DATA EXCERPTS Block Start
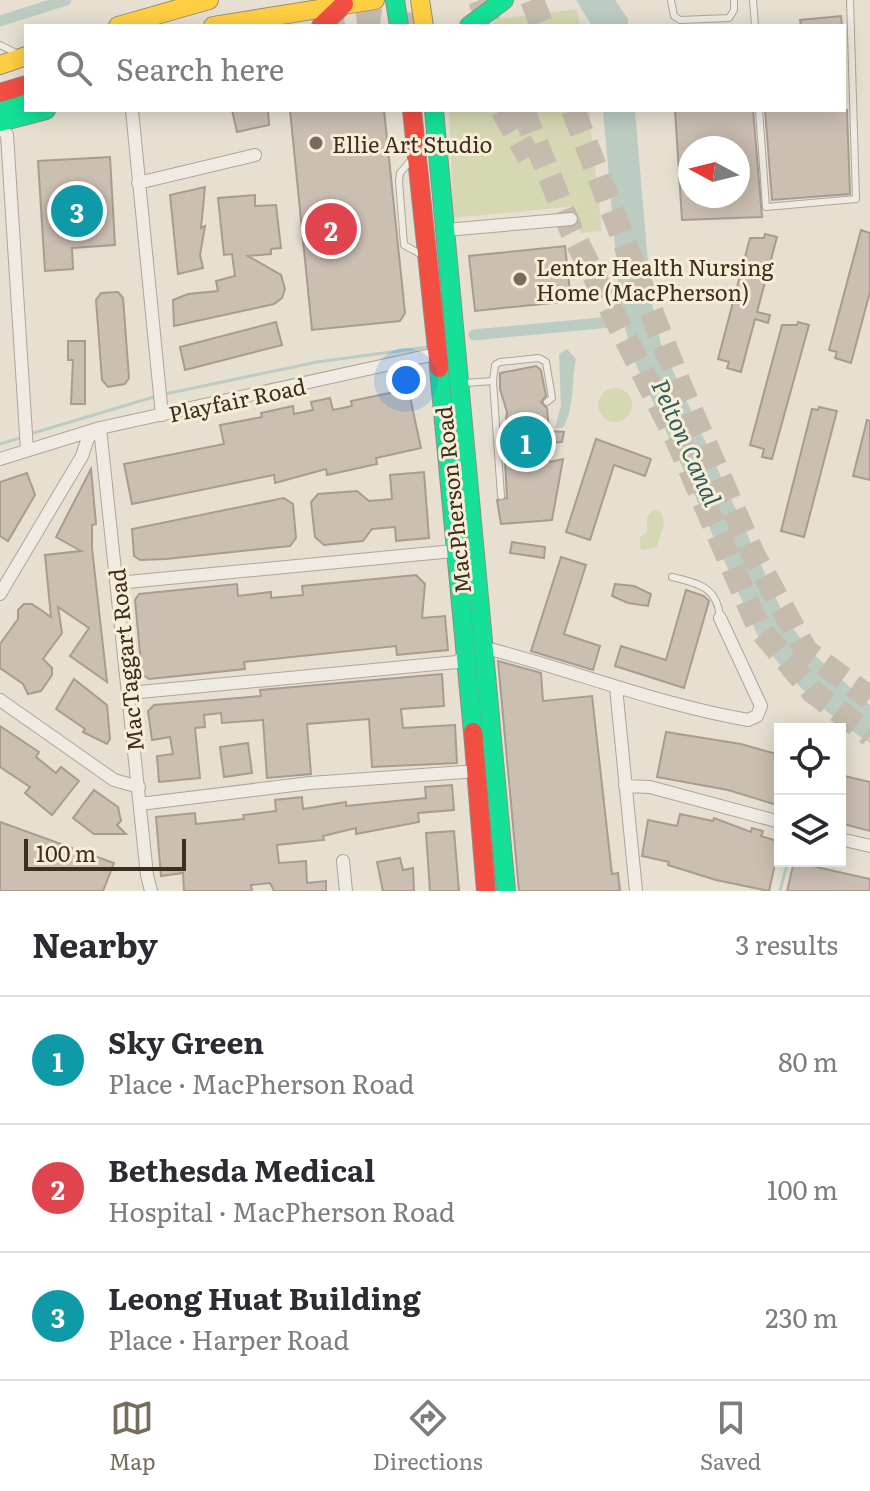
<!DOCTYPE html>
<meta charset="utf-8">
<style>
:root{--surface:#fff;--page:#f7f7f7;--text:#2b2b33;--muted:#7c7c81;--line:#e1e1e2;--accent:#786c5e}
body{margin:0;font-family:Literata,serif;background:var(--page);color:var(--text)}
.controls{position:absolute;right:24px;bottom:24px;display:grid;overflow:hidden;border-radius:0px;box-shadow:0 4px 20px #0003}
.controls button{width:72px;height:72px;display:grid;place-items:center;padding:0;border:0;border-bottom:2px solid var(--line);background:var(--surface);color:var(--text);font:40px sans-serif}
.compass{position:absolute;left:678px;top:136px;width:72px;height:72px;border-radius:50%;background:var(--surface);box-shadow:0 4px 20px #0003;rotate:277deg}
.scale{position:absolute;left:24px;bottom:20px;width:162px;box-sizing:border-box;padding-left:8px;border:4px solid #3d2e20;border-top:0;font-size:22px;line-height:28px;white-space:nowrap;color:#3d2e20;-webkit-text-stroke:6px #f7eed8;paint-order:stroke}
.you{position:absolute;left:406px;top:380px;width:28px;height:28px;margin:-20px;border:6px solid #fff;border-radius:50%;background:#1a73e8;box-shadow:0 0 0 12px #1a73e833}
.badge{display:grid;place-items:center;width:52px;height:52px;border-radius:50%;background:var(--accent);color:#fff;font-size:26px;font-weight:700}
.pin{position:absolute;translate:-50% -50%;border:4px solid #fff;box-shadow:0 2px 8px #0006}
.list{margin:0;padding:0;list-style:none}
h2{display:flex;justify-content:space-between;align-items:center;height:104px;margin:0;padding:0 32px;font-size:34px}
h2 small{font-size:26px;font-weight:400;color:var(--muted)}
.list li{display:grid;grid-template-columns:52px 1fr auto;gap:24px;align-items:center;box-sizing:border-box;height:128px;padding:0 32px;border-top:2px solid var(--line)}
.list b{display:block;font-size:30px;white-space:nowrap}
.list p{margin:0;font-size:26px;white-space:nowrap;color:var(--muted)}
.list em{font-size:26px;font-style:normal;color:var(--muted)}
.icon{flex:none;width:44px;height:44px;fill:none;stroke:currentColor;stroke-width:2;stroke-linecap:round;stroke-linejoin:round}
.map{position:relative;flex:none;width:870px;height:891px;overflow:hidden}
.search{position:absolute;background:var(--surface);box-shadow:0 4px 20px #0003;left:24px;right:24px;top:24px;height:88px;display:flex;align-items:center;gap:20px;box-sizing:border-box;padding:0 28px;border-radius:0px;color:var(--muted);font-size:30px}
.sheet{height:488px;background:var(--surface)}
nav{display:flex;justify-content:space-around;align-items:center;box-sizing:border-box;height:112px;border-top:2px solid var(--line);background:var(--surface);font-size:22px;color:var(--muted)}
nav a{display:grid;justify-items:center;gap:4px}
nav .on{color:var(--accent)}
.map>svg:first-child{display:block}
.green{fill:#d6d7b3}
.water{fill:#bcccc2}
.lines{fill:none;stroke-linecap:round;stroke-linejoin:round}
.stream{stroke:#bcccc2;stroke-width:3}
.canal{stroke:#bcccc2;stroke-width:11}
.building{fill:#cbbfb2;stroke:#a89c90;stroke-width:2;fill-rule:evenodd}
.highway-tunnel{stroke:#c5bcae;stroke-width:24;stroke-dasharray:24 12;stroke-linecap:butt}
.lane-casing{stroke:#ada599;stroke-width:8}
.street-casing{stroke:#ada599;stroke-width:14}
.fast-casing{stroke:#928b80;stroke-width:20}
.slow-casing{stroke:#928b80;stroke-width:20}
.jam-casing{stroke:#928b80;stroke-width:20}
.lane{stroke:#efebe3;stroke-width:6}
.street{stroke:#efebe3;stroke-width:12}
.fast{stroke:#16e098;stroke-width:18}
.slow{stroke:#ffcf43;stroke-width:18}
.jam{stroke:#f24e42;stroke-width:18}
.poi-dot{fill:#786c5e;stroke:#f7eed8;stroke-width:3}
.labels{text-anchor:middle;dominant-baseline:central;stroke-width:6;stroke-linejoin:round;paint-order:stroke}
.poi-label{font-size:22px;fill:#3d2e20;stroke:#f7eed8;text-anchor:start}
.street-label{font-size:22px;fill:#3d2e20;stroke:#f7eed8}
.water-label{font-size:24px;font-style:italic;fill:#2f5d5a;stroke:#f7eed8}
</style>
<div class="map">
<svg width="870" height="891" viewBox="0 0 870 891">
<rect width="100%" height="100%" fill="#e7e0d1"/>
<path class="green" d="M577 9 580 26H490L497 19Z
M449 110H589L602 231 580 233 576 206 453 218Z
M598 405a17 17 0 1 1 34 0a17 17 0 1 1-34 0Z
M653 510 661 512 664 523 657 547 643 550 640 548V537L647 533V517Z"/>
<path class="water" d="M576 0H615L628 19V26H592Z
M603 110H635L651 299 661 344 785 618 812 653 870 705V743C826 714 788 680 758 636L634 360 621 314Z
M567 349 576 359C571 383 575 407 563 428H555L561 405 559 354Z"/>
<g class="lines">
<path class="stream" d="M165 394 317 362 428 347
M30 434 157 396
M0 444 23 437
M780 891 788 861"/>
<path class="canal" d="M0 21 66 0
M474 335 611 322"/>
</g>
<path class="building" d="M841 16 842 26H801L800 20Z
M232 110H268L269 125 237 132Z
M290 110H384L405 313 400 321 312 330Z
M675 110H753L762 217 682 220ZM690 148H738V196L690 198Z
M765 110H847L850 194 772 200Z
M110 157 115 245 72 248 73 269 45 271 38 161Z
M205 187 201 228 205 226 200 255 203 268 178 274 170 195Z
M255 195V206L276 205 281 248 271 249V254L248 256 281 275 285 289 282 298 274 304 174 326 173 300 188 294 218 291 216 281 235 276 232 254 224 255 218 198Z
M861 230 870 233V292L851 363 835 358 837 352 829 350Z
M765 234 777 237 757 312 770 315 768 323 755 319 741 372 727 368 729 362 718 359 750 238H764Z
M565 246 571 301 475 311 469 256Z
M118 292 123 298 129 378 125 384 108 387 102 380 96 300 101 293Z
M276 322 282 345 185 370 180 347Z
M798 322 809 325 772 459 762 457 764 449 750 445 782 325H797Z
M68 341H85V404H71L73 360H68Z
M536 366 541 370 546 396 541 402 547 408 549 431 564 432 562 442 545 443 550 462 563 459 552 520 501 524 497 500 507 498 505 462 508 451 504 438 507 412 500 389V373Z
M399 391 410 397 421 448 376 458 377 464 327 475 326 469 275 483 274 475 132 504 124 464 224 444 220 425 262 417 261 413 293 406 294 414 313 410 311 402 330 398 333 410 352 406 351 401Z
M819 407 837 411 804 537 781 531 812 409 818 410Z
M867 420 870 421V480L853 476Z
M596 439 651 459 645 476 614 465 590 540 566 532Z
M91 469 96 524 92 525V548L107 682 70 656 89 628 58 607 62 633 43 659 52 668V675L41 691 28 694 23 684 0 668V644L18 619V610L24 604H32L51 617 45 555 81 551 56 537Z
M424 472 429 538 396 541 395 527 372 529 363 541 324 545 315 537 311 502 318 494 357 491 369 501 392 499 390 475Z
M27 473 35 495 8 541 0 536V482Z
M284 498 293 504 296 538 290 546 166 559 140 560 134 556 132 529Z
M512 542 545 547 544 558 510 553Z
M561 557 586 565 564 634 600 646 593 670 531 651Z
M416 575 425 584 422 618 445 616 448 650 397 655 396 646 244 662 245 669 149 679 142 674 135 600 139 594 237 584 238 596 271 592V598L303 595 302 586Z
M615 584 634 586 651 594 648 606 628 603 612 596Z
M686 590 704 596 709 601 684 688 615 666 621 646 666 660Z
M498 661 541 673 543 701 592 696 612 874 618 873 620 891H519Z
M442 674 444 706 401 709 403 728 455 725 457 763 372 767 369 719 307 724 311 774 267 778 263 720 222 723 221 713 204 715 205 727 195 728 200 778 159 782 157 756 173 754 170 737 152 740 148 711 154 705 261 696 260 690Z
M74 679 107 705 110 739 107 744 83 732 85 729 56 709Z
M0 726 39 752 36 757 56 773 61 767 79 781 52 815 25 793 30 787 0 767Z
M666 732 741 744 780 755V806L728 790 657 777Z
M248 743 252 773 224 777 220 747Z
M840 775 870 782V831L840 823Z
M452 785 454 810 418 813 419 822 356 834V828L323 836 324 840 277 845 279 863 306 861 307 883 326 881V891H274L270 883 251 885 252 891H184L183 873 161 876 156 817 195 813 196 824 244 819 243 815 276 811 275 800 302 797 303 809 346 802V806L426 798 425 787Z
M94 790 118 807 121 821 117 825 126 834H94L73 818Z
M680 814 713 821 714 818 751 832 752 828 763 831 761 836 780 842 769 891 716 880 668 865 669 862 642 856 648 820 677 826Z
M0 822 114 863 103 891H0Z
M454 831 459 891H430L426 833Z
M400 858 403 870 413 868 414 891H383L377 862Z
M794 862 870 879V891H787Z"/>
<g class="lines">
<path class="highway-tunnel" d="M480 0 490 26
M532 0 542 26
M321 26 375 20 421 26
M502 110 529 157
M523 110 572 232 678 442 759 628 813 692 870 735
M573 110 680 385 753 554 806 651 870 698"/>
<defs>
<path id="lane" d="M671 0 674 16 680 20 729 18 734 10V0
M753 0 755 26
M0 45 18 54
M759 110 766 207 856 199 850 0
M412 159 400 173 399 181 404 245 424 256
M493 381 501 496
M465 383 493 381 495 365 500 362 539 358 546 362 552 398 547 402
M672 577C699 583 718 588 720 618"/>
<path id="street" d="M132 110 162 415
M0 126 7 135 27 450
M138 183 255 155
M446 230 571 219
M100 428 147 875 151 891
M0 459 100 428 440 353
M117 583 464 550
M0 594 82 456 88 438 97 430
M486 648C576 671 656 704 748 720L757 716 761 706 720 618
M616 687 636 891
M129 693 457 662 467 653
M0 700 114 780 139 787
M625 786 650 787 780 822
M140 804 310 783 478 771
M840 839 870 846
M343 861 346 891"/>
<path id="fast" d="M395 0 399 26
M469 26 504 0
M0 108 26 101
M434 110 506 891
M0 122 46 110
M439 368 473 732"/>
<path id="slow" d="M420 0 424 26
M118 26 209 0
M213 26 375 0
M0 65 26 56"/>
<path id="jam" d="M321 26 344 4
M0 93 26 85
M412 110 439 368
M473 732 486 891"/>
</defs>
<use href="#lane" class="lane-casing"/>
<use href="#street" class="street-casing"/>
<use href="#fast" class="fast-casing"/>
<use href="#slow" class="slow-casing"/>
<use href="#jam" class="jam-casing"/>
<use href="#lane" class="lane"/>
<use href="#street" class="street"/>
<use href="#fast" class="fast"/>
<use href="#slow" class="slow"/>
<use href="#jam" class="jam"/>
</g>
<g class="poi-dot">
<circle cx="316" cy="143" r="8"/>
<circle cx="520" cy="279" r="8"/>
</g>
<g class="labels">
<g class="poi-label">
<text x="332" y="143">Ellie Art Studio</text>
<text x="536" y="266">Lentor Health Nursing<tspan x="536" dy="25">Home (MacPherson)</tspan></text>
</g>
<g class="street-label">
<text transform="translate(237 399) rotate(-12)">Playfair Road</text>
<text transform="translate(452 500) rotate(-96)">MacPherson Road</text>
<text transform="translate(125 660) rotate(-96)">MacTaggart Road</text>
</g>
<g class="water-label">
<text transform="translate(688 442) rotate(66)">Pelton Canal</text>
</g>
</g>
</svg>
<div class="controls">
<button><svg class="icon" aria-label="locate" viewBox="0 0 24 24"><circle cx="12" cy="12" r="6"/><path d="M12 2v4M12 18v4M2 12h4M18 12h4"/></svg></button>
<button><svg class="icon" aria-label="layers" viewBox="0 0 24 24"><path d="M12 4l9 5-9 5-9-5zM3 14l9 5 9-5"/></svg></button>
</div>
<svg class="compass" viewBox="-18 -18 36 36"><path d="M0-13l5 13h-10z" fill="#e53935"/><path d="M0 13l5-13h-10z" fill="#7c7c81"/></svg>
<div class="scale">100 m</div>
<div class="you"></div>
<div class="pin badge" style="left:526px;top:442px;background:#0f9aa8">1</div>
<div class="pin badge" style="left:331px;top:229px;background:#e0444e">2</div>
<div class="pin badge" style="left:77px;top:211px;background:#0f9aa8">3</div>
<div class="search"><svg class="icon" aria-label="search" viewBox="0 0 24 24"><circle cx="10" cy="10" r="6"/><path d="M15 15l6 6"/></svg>Search here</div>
</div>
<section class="sheet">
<h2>Nearby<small>3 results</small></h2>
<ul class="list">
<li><span class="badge" style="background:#0f9aa8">1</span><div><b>Sky Green</b><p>Place · MacPherson Road</p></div><em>80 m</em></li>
<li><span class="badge" style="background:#e0444e">2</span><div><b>Bethesda Medical</b><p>Hospital · MacPherson Road</p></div><em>100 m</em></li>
<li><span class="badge" style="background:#0f9aa8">3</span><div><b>Leong Huat Building</b><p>Place · Harper Road</p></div><em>230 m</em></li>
</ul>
</section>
<nav>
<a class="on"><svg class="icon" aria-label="map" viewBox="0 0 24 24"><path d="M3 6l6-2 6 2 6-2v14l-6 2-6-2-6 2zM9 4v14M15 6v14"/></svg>Map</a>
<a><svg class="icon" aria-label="directions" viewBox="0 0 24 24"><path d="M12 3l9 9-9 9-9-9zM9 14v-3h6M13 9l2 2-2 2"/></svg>Directions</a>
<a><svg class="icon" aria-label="saved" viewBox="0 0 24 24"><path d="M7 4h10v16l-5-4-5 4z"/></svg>Saved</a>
</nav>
DATA EXCERPTS Block End
ASSIGNMENT =
Across the data, pull every line containing the string "solid".

OUTPUT OF THE EXERCISE =
.controls button{width:72px;height:72px;display:grid;place-items:center;padding:0;border:0;border-bottom:2px solid var(--line);background:var(--surface);color:var(--text);font:40px sans-serif}
.scale{position:absolute;left:24px;bottom:20px;width:162px;box-sizing:border-box;padding-left:8px;border:4px solid #3d2e20;border-top:0;font-size:22px;line-height:28px;white-space:nowrap;color:#3d2e20;-webkit-text-stroke:6px #f7eed8;paint-order:stroke}
.you{position:absolute;left:406px;top:380px;width:28px;height:28px;margin:-20px;border:6px solid #fff;border-radius:50%;background:#1a73e8;box-shadow:0 0 0 12px #1a73e833}
.pin{position:absolute;translate:-50% -50%;border:4px solid #fff;box-shadow:0 2px 8px #0006}
.list li{display:grid;grid-template-columns:52px 1fr auto;gap:24px;align-items:center;box-sizing:border-box;height:128px;padding:0 32px;border-top:2px solid var(--line)}
nav{display:flex;justify-content:space-around;align-items:center;box-sizing:border-box;height:112px;border-top:2px solid var(--line);background:var(--surface);font-size:22px;color:var(--muted)}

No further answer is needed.